Catheter ablation of the pulmonary veins is an effective therapy for patients suffering from paroxysmal atrial fibrillation (AF). However, medicine is lacking a reliable curative therapy for patients with persistent AF, exposing more than 3 million patients in Europe to a 5-fold increased risk of stroke and cardiovascular morbidity. Recently, catheter ablation targeting areas of low voltage identified by intracardiac mapping has gained attention as a promising approach for persistent AF patients. However, wide acceptance of low voltage guided ablation is hindered by the lack of consensus regarding a clear and unambiguous method to identify such low voltage regions. Comparability of studies is limited due to different mapping methods (e.g. mapping during ongoing AF vs. after short term termination of AF to sinus rhythm by cardioversion). Moreover, there is a lack of understanding and consideration of confounding variables that influence voltage but are not indicative of an arrhythmic substrate.

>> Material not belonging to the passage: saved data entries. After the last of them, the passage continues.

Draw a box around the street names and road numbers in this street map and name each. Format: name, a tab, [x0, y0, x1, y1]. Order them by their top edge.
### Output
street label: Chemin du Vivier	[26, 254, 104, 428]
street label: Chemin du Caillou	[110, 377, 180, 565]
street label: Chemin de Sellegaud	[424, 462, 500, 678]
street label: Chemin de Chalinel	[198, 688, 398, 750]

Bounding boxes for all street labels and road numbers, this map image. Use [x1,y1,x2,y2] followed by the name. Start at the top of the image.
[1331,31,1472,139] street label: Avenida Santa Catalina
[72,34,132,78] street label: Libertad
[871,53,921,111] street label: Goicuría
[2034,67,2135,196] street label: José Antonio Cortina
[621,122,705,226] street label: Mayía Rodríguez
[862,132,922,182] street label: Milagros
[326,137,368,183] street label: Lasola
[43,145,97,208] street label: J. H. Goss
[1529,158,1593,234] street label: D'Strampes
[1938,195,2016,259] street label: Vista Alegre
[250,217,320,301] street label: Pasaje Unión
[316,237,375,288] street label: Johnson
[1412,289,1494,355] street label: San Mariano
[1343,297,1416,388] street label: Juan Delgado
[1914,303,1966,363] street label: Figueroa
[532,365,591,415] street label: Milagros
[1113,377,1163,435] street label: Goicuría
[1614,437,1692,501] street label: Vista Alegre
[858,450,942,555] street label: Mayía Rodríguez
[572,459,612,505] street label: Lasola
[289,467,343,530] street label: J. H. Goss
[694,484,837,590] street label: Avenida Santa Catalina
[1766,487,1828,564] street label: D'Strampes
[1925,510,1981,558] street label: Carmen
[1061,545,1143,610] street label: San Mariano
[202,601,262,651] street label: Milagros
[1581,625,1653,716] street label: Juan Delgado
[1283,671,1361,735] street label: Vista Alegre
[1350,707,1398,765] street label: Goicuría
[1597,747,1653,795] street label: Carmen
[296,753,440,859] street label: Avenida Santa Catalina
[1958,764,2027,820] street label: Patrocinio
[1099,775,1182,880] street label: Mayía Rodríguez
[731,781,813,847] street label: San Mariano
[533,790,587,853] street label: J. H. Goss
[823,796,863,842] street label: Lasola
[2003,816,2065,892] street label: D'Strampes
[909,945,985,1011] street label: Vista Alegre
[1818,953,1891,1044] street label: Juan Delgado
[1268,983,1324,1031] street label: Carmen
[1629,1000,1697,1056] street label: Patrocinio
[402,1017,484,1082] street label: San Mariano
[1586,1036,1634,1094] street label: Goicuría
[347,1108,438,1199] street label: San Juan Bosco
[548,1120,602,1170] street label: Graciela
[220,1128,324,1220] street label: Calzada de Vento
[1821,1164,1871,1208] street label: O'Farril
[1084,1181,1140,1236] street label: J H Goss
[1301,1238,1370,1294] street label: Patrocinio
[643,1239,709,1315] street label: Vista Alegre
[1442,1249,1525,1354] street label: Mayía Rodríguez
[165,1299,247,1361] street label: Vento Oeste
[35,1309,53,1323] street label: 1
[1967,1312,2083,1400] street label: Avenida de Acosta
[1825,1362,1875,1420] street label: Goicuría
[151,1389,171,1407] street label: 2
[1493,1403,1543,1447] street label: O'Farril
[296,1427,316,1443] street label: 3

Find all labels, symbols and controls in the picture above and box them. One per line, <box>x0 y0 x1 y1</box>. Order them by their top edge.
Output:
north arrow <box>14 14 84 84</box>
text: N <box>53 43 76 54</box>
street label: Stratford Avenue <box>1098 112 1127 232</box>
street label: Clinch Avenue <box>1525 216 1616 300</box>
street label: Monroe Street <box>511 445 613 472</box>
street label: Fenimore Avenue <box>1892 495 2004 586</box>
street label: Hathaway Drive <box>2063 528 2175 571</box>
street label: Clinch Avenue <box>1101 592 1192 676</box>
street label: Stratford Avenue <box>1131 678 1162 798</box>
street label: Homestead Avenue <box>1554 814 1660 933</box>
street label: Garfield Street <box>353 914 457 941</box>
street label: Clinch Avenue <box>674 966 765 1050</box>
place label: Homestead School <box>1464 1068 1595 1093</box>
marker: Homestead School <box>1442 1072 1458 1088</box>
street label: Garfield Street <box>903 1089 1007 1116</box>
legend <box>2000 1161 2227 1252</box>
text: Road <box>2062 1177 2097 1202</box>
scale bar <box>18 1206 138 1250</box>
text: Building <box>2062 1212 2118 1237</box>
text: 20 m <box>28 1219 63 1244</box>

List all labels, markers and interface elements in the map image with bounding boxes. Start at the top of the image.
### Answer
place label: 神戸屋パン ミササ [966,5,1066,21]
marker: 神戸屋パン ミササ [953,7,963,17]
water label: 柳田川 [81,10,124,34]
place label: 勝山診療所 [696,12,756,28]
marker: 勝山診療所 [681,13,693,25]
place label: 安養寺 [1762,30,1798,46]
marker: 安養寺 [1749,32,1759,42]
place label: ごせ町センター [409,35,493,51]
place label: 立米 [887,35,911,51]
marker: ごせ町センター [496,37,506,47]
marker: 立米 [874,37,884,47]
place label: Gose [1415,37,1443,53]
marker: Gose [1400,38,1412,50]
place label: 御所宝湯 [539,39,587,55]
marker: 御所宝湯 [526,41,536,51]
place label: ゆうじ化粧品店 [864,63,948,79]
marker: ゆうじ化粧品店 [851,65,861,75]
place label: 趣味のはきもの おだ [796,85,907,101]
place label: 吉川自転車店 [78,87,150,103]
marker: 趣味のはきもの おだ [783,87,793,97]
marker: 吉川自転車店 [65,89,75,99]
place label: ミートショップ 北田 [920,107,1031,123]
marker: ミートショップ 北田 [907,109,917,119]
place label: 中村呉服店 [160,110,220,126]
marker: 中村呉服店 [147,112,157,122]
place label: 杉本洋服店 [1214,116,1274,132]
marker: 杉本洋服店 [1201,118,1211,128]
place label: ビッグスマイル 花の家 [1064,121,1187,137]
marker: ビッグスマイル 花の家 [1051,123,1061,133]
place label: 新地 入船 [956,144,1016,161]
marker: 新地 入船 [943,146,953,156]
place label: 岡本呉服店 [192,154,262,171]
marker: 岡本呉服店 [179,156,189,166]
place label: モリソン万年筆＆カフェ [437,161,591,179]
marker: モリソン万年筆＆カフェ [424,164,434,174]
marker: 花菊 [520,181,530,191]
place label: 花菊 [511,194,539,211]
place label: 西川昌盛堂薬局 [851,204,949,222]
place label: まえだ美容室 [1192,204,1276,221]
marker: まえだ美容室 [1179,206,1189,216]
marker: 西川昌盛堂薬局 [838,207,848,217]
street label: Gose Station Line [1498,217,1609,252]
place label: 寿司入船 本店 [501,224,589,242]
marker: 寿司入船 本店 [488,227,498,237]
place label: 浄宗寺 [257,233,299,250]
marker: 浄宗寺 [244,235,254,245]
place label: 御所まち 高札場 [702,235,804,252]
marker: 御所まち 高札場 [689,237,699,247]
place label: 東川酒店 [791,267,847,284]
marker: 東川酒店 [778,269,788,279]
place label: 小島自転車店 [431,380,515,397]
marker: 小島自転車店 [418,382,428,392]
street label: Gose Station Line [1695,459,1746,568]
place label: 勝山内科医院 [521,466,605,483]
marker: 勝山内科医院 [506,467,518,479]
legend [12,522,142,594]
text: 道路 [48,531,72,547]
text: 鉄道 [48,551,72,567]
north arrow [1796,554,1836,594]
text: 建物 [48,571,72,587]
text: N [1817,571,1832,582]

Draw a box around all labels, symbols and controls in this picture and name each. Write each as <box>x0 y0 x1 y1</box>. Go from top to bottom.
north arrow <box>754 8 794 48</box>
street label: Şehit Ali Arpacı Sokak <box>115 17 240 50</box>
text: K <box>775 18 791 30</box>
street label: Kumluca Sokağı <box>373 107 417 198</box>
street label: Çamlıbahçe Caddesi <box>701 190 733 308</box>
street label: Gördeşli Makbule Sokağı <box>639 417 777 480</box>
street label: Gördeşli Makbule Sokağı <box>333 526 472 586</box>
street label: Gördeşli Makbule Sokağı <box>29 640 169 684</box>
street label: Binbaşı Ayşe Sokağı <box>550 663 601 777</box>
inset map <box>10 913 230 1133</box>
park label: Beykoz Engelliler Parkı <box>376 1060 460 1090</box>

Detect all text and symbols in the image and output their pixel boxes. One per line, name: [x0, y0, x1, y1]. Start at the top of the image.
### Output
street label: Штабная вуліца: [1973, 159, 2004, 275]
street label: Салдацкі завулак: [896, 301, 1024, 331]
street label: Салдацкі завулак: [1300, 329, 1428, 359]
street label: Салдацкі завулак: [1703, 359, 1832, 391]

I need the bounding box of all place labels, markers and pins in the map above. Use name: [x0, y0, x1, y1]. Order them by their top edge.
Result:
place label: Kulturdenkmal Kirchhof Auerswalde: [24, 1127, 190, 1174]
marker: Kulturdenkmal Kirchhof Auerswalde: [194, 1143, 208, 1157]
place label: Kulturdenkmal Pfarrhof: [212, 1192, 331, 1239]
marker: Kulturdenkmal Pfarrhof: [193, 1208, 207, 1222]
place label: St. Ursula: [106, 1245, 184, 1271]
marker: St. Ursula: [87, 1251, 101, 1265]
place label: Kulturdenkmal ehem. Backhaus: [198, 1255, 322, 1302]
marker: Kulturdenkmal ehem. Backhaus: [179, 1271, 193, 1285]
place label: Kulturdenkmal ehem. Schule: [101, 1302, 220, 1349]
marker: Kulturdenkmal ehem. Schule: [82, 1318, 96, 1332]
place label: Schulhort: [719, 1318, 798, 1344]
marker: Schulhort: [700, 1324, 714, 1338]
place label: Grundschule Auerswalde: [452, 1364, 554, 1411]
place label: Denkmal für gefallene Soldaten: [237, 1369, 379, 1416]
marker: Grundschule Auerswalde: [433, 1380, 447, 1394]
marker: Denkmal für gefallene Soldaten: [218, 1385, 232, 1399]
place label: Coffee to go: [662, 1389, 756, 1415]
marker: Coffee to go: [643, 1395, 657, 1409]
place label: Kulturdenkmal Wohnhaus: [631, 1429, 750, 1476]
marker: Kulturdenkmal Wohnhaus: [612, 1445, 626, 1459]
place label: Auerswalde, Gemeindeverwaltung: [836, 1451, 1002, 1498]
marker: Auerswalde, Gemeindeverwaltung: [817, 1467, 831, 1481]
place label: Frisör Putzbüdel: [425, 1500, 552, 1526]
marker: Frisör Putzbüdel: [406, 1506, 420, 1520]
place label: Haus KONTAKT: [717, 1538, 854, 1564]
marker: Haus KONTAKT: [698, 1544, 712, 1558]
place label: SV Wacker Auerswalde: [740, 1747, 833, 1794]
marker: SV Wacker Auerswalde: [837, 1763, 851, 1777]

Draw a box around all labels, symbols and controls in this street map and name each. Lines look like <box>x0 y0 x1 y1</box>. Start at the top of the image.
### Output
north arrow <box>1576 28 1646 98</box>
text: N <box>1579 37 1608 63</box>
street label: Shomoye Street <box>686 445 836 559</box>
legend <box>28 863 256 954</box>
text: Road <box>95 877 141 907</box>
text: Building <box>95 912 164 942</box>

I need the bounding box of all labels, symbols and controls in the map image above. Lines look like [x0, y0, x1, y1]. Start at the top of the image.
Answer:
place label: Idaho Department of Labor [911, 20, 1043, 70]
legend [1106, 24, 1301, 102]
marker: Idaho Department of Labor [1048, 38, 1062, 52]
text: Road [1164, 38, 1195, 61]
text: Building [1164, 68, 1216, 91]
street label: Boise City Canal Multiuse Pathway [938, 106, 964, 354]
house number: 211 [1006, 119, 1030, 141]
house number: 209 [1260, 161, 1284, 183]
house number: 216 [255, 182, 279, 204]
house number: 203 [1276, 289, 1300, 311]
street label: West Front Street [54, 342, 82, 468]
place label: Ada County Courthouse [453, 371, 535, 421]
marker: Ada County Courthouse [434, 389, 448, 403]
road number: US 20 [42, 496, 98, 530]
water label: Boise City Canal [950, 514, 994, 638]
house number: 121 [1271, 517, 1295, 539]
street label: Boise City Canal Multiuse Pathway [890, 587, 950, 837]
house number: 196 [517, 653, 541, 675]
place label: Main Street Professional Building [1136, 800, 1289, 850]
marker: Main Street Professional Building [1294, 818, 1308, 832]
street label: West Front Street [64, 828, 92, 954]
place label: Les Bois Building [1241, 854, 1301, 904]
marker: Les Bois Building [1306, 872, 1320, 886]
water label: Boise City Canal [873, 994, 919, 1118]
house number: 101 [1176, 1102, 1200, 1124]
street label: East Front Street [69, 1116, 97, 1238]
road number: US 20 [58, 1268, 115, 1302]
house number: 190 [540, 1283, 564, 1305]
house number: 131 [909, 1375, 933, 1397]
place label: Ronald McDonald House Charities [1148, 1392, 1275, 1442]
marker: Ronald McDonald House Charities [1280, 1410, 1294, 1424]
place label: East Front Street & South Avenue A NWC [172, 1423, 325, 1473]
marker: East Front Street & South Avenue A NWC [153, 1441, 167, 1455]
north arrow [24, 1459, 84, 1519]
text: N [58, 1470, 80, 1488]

Therefore, in this interdisciplinary project the objectives are to:
- identify the relation between bipolar voltage during sinus rhythm and during ongoing AF using low voltage identification methods currently used by clinical systems,
- try to develop a robust method to pinpoint diseased tissue based on bipolar voltage beyond the state-of-the-art under holistic consideration of confounding factors,
- establish a statistical atlas of the spatial distribution of low voltage areas in AF patients and compare it with the recently published spatial distribution of atrial delayed enhanced areas in magnetic resonance images of AF patients.
By achieving these objectives together with our clinical collaborators at University Heart Center Freiburg/Bad Krozingen, we will provide a clear, comparable, and unequivocal method to identify areas of low voltage in patients. This method will foster comparability between studies and centers and contribute to leverage the full potential of low voltage guided ablation. In the long run, the results of this project will contribute to overcome today’s one-size-fits-all ablation strategy with its non-satisfactory success rates and support the implementation of personally tailored ablation approaches for patients with persistent AF.